Ricorrono P. e T. con due motivi, resiste A., che ha anche presentato memoria.
Diritto
MOTIVI DELLA DECISIONE
Col primo motivo si deducono violazione dell’art. 934 c.c. (applicato erroneamente senza nominarlo) e vizi di motivazione per non avere la sentenza di appello accolto l’appello incidentale volto ad ottenere il ripristino della tettoia abbattuta e sostituita con copertura in “plexigass” sull’erroneo presupposto che il manufatto si appartenesse all’ A..
Col secondo motivo si lamentano violazione dell’art. 1067 c.c. e vizi di motivazione perchè la Corte di appello, applicando erroneamente l’art. 934 c.c., non ha tenuto conto che il proprietario del fondo servente non può compiere opere che tendano a diminuire l’esercizio della servitù.
Le censure sono inammissibili e tendono sostanzialmente ad un riesame del merito non consentito in questa sede, proponendo una diversa lettura delle risultanze processuali ed omettendo di considerare che il giudizio di legittimità non è un terzo grado in cui si possano contestare le opzioni probatorie svolte in precedenza, senza evidenziare illogicità ed irrazionalità della motivazione assunta.
La sentenza impugnata ha evidenziato che la tettoia preesistente, siccome situata tutta entro lo spazio aereo sovrastante la proprietà A., non poteva che essere del medesimo, come del resto affermato dal ctu la cui indicazione “di proprietà dello stesso” non poteva che riferirsi a quest’ultimo, escludendo che la sostituzione della vecchia tettoia in legno e coppi con una in “plexiglas” trasparente abbia tolto luce e vista alle finestre degli attori, che, se mai, dalla modificazione hanno tratto indiscutibile vantaggio.
Di fronte a questa motivazione non ha pregio nè il riferimento all’accessione nè il richiamo all’art. 1067 c.c., che prospettando una questione nuova, non può essere sottoposta al vaglio del giudice di legittimità.
La sentenza, a pagina tre, riferisce della eccezione dell’ A. circa la sua proprietà della tettoia in legno ed a pagina sei deduce che nessuna delle parti aveva sollecitato accertamento con effetti di giudicato, in capo all’una od all’altra, degli immobili interessati alle opere.
I ricorrenti richiamano giurisprudenza di questa Corte secondo cui l’accessione fa acquistare al proprietario del suolo ciò che vi è edificato per il fatto dell’incorporazione ma la norma non può essere applicata ad elementi esterni ed accessori di una costruzione, come la falda di un tetto o gli sporti ma non dimostrano l’interesse alla censura rispetto alla statuizione circa l’indiscutibile vantaggio ricavato.

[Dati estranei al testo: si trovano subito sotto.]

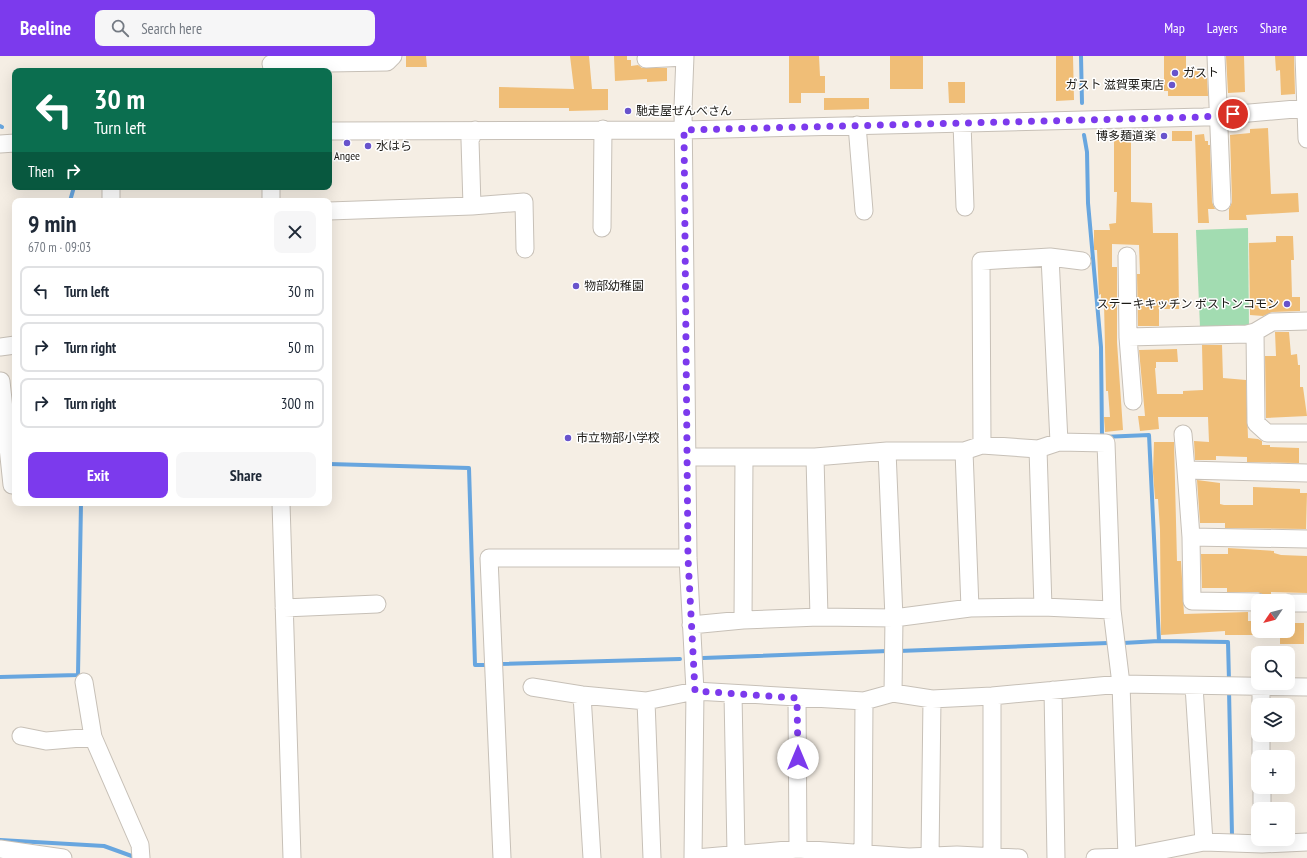 <!DOCTYPE html>
<meta charset="utf-8">
<style>
:root{--surface:#fff;--page:#f6f6f7;--text:#1f2937;--muted:#747a83;--line:#e0e1e3;--accent:#7c3aed}
body{margin:0;font-family:"PT Sans Narrow","Noto Sans JP",sans-serif;background:var(--page);color:var(--text);height:100vh;display:flex;flex-direction:column;font-size:15px;white-space:nowrap}
*{box-sizing:border-box;margin:0}
p{font-size:13px;color:var(--muted)}
.icon{flex:none;width:22px;height:22px;fill:none;stroke:currentColor;stroke-width:2;stroke-linecap:round;stroke-linejoin:round}
.map{position:relative;flex:1;overflow:hidden}
.side{position:absolute;left:12px;top:142px;width:320px;height:308px;display:flex;flex-direction:column;background:var(--surface);border-radius:8px;box-shadow:0 4px 16px #0002}
.side>*{flex:none}
.guide{position:absolute;left:12px;top:12px;width:320px;height:122px;border-radius:8px;box-shadow:0 4px 16px #0002;background:#0b6e4f;color:#fff;overflow:hidden}
.needle{width:26px;rotate:235deg}
.buttons{position:absolute;left:1251px;top:538px;display:grid;gap:8px}
.buttons a{display:grid;place-items:center;width:44px;height:44px;border-radius:8px;background:var(--surface);box-shadow:0 4px 16px #0002;font-size:20px}
.pin{position:absolute;display:grid;place-items:center;width:34px;height:34px;color:#fff;margin:-17px;border:2px solid #fff;border-radius:50%;box-shadow:0 1px 4px #0007}
.me{position:absolute;width:44px;margin:-22px;rotate:0deg;stroke-linejoin:round;filter:drop-shadow(0 0 3px #0008)}
.turn{display:flex;align-items:center;gap:14px;height:84px;padding:0 16px;font-size:18px}
.turn .icon{width:52px;height:52px;stroke-width:2.5}
.turn b{display:block;font-size:28px;line-height:34px}
.then{display:flex;align-items:center;height:38px;padding:0 16px;background:#0003;gap:8px;font-size:15px}
.round{display:grid;place-items:center;flex:none;width:42px;height:42px;border-radius:8px;background:var(--page)}
.overview{display:flex;align-items:center;justify-content:space-between;height:68px;padding:0 16px}
h1{font-size:24px;font-weight:700;line-height:30px}
.primary-button{display:flex;gap:8px;margin-top:auto;padding:8px 16px}
.primary-button a{flex:1;height:46px;border-radius:8px;background:var(--accent);color:#fff;font-size:16px;font-weight:700;line-height:46px;text-align:center}
.primary-button a+a{background:var(--page);color:var(--text)}
ul{padding:0;list-style:none}
li{display:flex;align-items:center;gap:12px;height:50px;margin:0 8px 6px;padding:0 8px;border:2px solid var(--line);border-radius:8px}
li div{flex:1}
li b{display:block;font-size:15px}
li em{font-style:normal}
header{display:flex;align-items:center;gap:24px;box-sizing:border-box;height:56px;padding:0 20px;background:var(--accent);color:#fff}
header strong{font-size:19px}
nav{display:flex;gap:22px;margin-inline-start:auto;font-size:14px}
.search{width:280px;height:36px;background:var(--page);display:flex;align-items:center;gap:10px;box-sizing:border-box;padding:0 14px;border-radius:8px;color:var(--muted);font-size:15px}
.map>svg:first-child{display:block}
</style>
<header>
<strong>Beeline</strong>
<div class="search"><svg class="icon" aria-label="search" viewBox="0 0 24 24"><circle cx="10" cy="10" r="6"/><path d="M15 15l6 6"/></svg>Search here</div>
<nav><a>Map</a><a>Layers</a><a>Share</a></nav>
</header>
<div class="map">
<svg width="1307" height="802" viewBox="0 0 1307 802">
<rect width="100%" height="100%" fill="#f5eee4"/>
<path fill="#a2dcb1" d="M 1248,172 L 1249,271 L 1203,273 L 1200,271 L 1196,174 Z"/>
<g fill="none" stroke-linecap="round" stroke-linejoin="round">
<path stroke="#68a6df" stroke-width="4" d="M 1081,0 L 1082,47
M 0,70 L 2,71
M 1084,79 L 1087,96 L 1088,147 L 1101,291 L 1102,381 L 1149,379 L 1159,585
M 70,145 L 74,131
M 329,408 L 469,412 L 475,609 L 489,609
M 1123,587 L 1159,585 L 1228,586 L 1229,625
M 899,595 L 1108,587
M 703,602 L 888,595
M 498,608 L 680,603
M 0,621 L 78,619 L 81,447
M 1229,634 L 1232,779
M 0,784 L 104,790 L 137,802"/>
</g>
<path fill="#f0be77" d="M 406,0 L 426,0 L 427,11 L 406,11 Z
M 570,0 L 589,0 L 592,33 L 608,33 L 608,54 L 569,55 L 569,52 L 499,52 L 499,31 L 574,33 Z
M 614,0 L 627,0 L 627,4 L 631,4 L 631,10 L 638,9 L 642,12 L 667,12 L 667,25 L 647,26 L 647,23 L 615,25 Z
M 789,0 L 819,0 L 820,20 L 825,20 L 825,37 L 801,37 L 801,47 L 789,47 Z
M 890,0 L 923,0 L 923,33 L 890,33 Z
M 1056,0 L 1073,0 L 1074,44 L 1056,45 Z
M 1164,0 L 1186,0 L 1186,15 L 1203,15 L 1203,20 L 1207,20 L 1208,40 L 1168,40 L 1168,35 L 1164,35 Z
M 1226,0 L 1244,0 L 1245,36 L 1228,37 Z
M 1275,0 L 1294,0 L 1295,38 L 1281,39 L 1280,14 L 1276,15 Z
M 948,26 L 965,26 L 965,47 L 949,47 Z
M 824,42 L 869,42 L 869,53 L 824,54 Z
M 1268,72 L 1271,138 L 1298,137 L 1299,156 L 1246,159 L 1247,164 L 1229,164 L 1229,153 L 1232,146 L 1230,79 L 1250,77 L 1250,73 Z
M 1172,75 L 1192,75 L 1192,85 L 1172,85 Z
M 1204,78 L 1205,85 L 1208,85 L 1208,89 L 1210,89 L 1212,146 L 1215,153 L 1208,153 L 1209,167 L 1198,167 L 1195,79 Z
M 1114,84 L 1131,84 L 1131,146 L 1152,147 L 1153,177 L 1178,177 L 1179,253 L 1159,253 L 1159,270 L 1138,270 L 1137,218 L 1140,218 L 1139,189 L 1112,188 L 1112,211 L 1117,211 L 1117,286 L 1123,374 L 1105,376 L 1104,361 L 1110,361 L 1108,335 L 1106,335 L 1104,247 L 1101,247 L 1101,238 L 1099,239 L 1097,194 L 1094,194 L 1094,174 L 1110,174 L 1109,168 L 1116,167 L 1117,136 L 1114,136 Z
M 1276,180 L 1293,180 L 1294,204 L 1291,204 L 1292,241 L 1300,241 L 1300,255 L 1272,256 L 1263,260 L 1250,259 L 1249,187 L 1276,186 Z
M 1275,276 L 1289,276 L 1291,299 L 1297,298 L 1298,309 L 1300,309 L 1300,331 L 1303,331 L 1307,360 L 1266,362 L 1265,300 L 1276,300 Z
M 1202,289 L 1222,289 L 1223,322 L 1246,324 L 1248,382 L 1258,383 L 1262,385 L 1262,389 L 1270,389 L 1270,391 L 1299,392 L 1299,407 L 1247,406 L 1247,401 L 1216,400 L 1216,404 L 1195,404 L 1194,385 L 1209,386 L 1208,361 L 1158,361 L 1159,373 L 1140,375 L 1138,360 L 1145,360 L 1139,294 L 1177,293 L 1178,306 L 1156,306 L 1156,312 L 1155,312 L 1157,338 L 1183,338 L 1183,335 L 1203,334 Z
M 1154,386 L 1174,386 L 1177,505 L 1181,505 L 1184,558 L 1248,556 L 1248,565 L 1258,565 L 1258,579 L 1225,579 L 1225,575 L 1161,579 L 1160,474 L 1158,443 L 1155,443 L 1153,416 Z
M 1197,424 L 1220,427 L 1220,448 L 1224,449 L 1253,449 L 1253,431 L 1300,433 L 1300,437 L 1307,437 L 1306,473 L 1225,472 L 1225,467 L 1200,467 Z
M 1228,492 L 1274,495 L 1274,497 L 1281,499 L 1307,500 L 1307,537 L 1271,536 L 1271,538 L 1266,538 L 1266,540 L 1258,536 L 1227,536 L 1227,532 L 1202,532 L 1201,498 L 1228,498 Z
M 1288,567 L 1304,567 L 1304,588 L 1280,588 L 1280,575 L 1288,575 Z"/>
<g fill="none" stroke-linecap="round" stroke-linejoin="round">
<g stroke="#c7c0b7" stroke-width="19">
<path id="minor" d="M 685,0 L 683,51 L 688,502 L 695,635 L 693,802
M 1216,0 L 1222,146
M 1304,0 L 1307,83
M 646,3 L 685,1
M 271,8 L 387,6 L 393,0
M 962,67 L 965,151
M 857,69 L 864,155
M 329,75 L 684,74 L 1204,61 L 1307,52
M 0,88 L 15,87
M 111,131 L 111,145
M 271,145 L 271,131
M 472,150 L 524,146 L 525,193
M 329,155 L 472,150 L 470,84 L 475,74
M 602,172 L 603,73
M 1127,200 L 1128,281
M 1050,201 L 1059,386
M 1307,265 L 1272,266 L 1255,276 L 1256,367 L 1267,377 L 1307,377
M 0,291 L 15,289
M 1,325 L 12,429
M 1133,345 L 1128,281 L 1247,278 L 1255,276
M 1183,378 L 1186,414
M 982,389 L 981,205 L 1050,201 L 1082,205
M 1038,393 L 1043,551
M 887,395 L 894,562 L 893,637
M 964,395 L 970,552
M 688,401 L 815,401 L 887,395 L 964,395 L 982,389 L 1038,393 L 1059,386 L 1106,387 L 1112,554 L 1121,628 L 1127,801
M 815,401 L 819,561
M 281,447 L 292,802
M 1191,481 L 1307,483
M 1258,546 L 1192,545 L 1191,481 L 1186,414 L 1307,417
M 1288,547 L 1307,547
M 284,552 L 377,548
M 743,564 L 744,401
M 691,569 L 743,564 L 819,561 L 894,562 L 970,552 L 1043,551 L 1112,554
M 84,626 L 93,681 L 140,789 L 141,802
M 1194,630 L 1204,786
M 532,631 L 582,639 L 646,645 L 695,635 L 864,645 L 893,637 L 932,643 L 992,640 L 1121,628 L 1307,631
M 1261,631 L 1261,649
M 1053,634 L 1056,802
M 733,638 L 736,797
M 582,639 L 592,802
M 797,642 L 798,793
M 646,645 L 652,802
M 1261,679 L 1261,701
M 21,680 L 46,685 L 93,681
M 1262,731 L 1262,753
M 0,793 L 63,802
M 863,798 L 864,645
M 930,801 L 932,643
M 992,801 L 992,640
M 502,802 L 489,502 L 688,502
M 696,802 L 798,793 L 909,801 L 957,799 L 1019,802
M 1095,802 L 1127,801 L 1204,786 L 1262,788 L 1307,786"/>
</g>
<use href="#minor" stroke="#fff" stroke-width="17"/>
</g>
<g fill="none" stroke-linecap="round" stroke-linejoin="round">
<path stroke="#7c3aed" stroke-width="7" stroke-dasharray="0 12.6" d="M 798,702 L 797,642 L 695,635 L 688,502 L 684,74 L 1204,61 L 1233,58"/>
</g>
<g fill="#6853cc" stroke="#fff" stroke-width="1.5">
<circle cx="1175" cy="17" r="4"/>
<circle cx="1172" cy="29" r="4"/>
<circle cx="628" cy="55" r="4"/>
<circle cx="1164" cy="80" r="4"/>
<circle cx="347" cy="87" r="4"/>
<circle cx="368" cy="90" r="4"/>
<circle cx="576" cy="230" r="4"/>
<circle cx="1287" cy="248" r="4"/>
<circle cx="568" cy="382" r="4"/>
</g>
<g text-anchor="middle" stroke-width="3" stroke-linejoin="round" paint-order="stroke">
<g font-size="12" fill="#1b1915" stroke="#fff" text-anchor="start">
<text x="1183" y="21">ガスト</text>
<text x="1164" y="33" text-anchor="end">ガスト 滋賀栗東店</text>
<text x="636" y="59">馳走屋ぜんべさん</text>
<text x="1156" y="84" text-anchor="end">博多麺道楽</text>
<text x="376" y="94">水はら</text>
<text x="347" y="104" text-anchor="middle">Angee</text>
<text x="584" y="234">物部幼稚園</text>
<text x="1279" y="252" text-anchor="end">ステーキキッチン ボストンコモン</text>
<text x="576" y="386">市立物部小学校</text>
</g>
</g>
</svg>
<div class="buttons">
<a><svg class="needle" viewBox="-14 -14 28 28"><path d="M0-13l5 13h-10z" fill="#e53935"/><path d="M0 13l5-13h-10z" fill="#747a83"/></svg></a>
<a><svg class="icon" aria-label="search" viewBox="0 0 24 24"><circle cx="10" cy="10" r="6"/><path d="M15 15l6 6"/></svg></a>
<a><svg class="icon" aria-label="layers" viewBox="0 0 24 24"><path d="M12 4l9 5-9 5-9-5zM3 14l9 5 9-5"/></svg></a>
<a>+</a>
<a>−</a>
</div>
<div class="pin" style="left:1233px;top:58px;background:#d93025"><svg class="icon" aria-label="arrive" viewBox="0 0 24 24"><path d="M6 21V4h12l-3 4 3 4H6"/></svg></div>
<svg class="me" style="left:798px;top:702px" viewBox="-20 -20 40 40"><circle r="19" fill="#fff"/><path d="M0-13L10 11 0 6-10 11z" fill="#7c3aed"/></svg>
<div class="guide">
<div class="turn"><svg class="icon" aria-label="left" viewBox="0 0 24 24"><path d="M17 20v-9H6M10 6l-5 5 5 5"/></svg><div><b>30 m</b>Turn left</div></div>
<div class="then">Then<svg class="icon" aria-label="right" viewBox="0 0 24 24"><path d="M7 20v-9h11M14 6l5 5-5 5"/></svg></div>
</div>
<section class="side">
<div class="overview"><div><h1>9 min</h1><p>670 m · 09:03</p></div><a class="round"><svg class="icon" aria-label="close" viewBox="0 0 24 24"><path d="M6 6l12 12M18 6L6 18"/></svg></a></div>
<ul>
<li><svg class="icon" aria-label="left" viewBox="0 0 24 24"><path d="M17 20v-9H6M10 6l-5 5 5 5"/></svg><div><b>Turn left</b></div><em>30 m</em></li>
<li><svg class="icon" aria-label="right" viewBox="0 0 24 24"><path d="M7 20v-9h11M14 6l5 5-5 5"/></svg><div><b>Turn right</b></div><em>50 m</em></li>
<li><svg class="icon" aria-label="right" viewBox="0 0 24 24"><path d="M7 20v-9h11M14 6l5 5-5 5"/></svg><div><b>Turn right</b></div><em>300 m</em></li>
</ul>
<div class="primary-button"><a>Exit</a><a>Share</a></div>
</section>
</div>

In ogni caso, non si svolge rituale doglianza circa l’attività ermeneutica svolta dalla sentenza per attribuire la proprietà dello spazio sovrastante all’ A..
In definitiva i motivi sono inammissibili con la conseguente condanna alle spese.
P.Q.M.
La Corte dichiara inammissibile il ricorso e condanna i ricorrenti alle spese liquidate in Euro 1700,00 di cui Euro 1500,00 per onorari, oltre accessori.
Così deciso in Roma, il 20 gennaio 2010.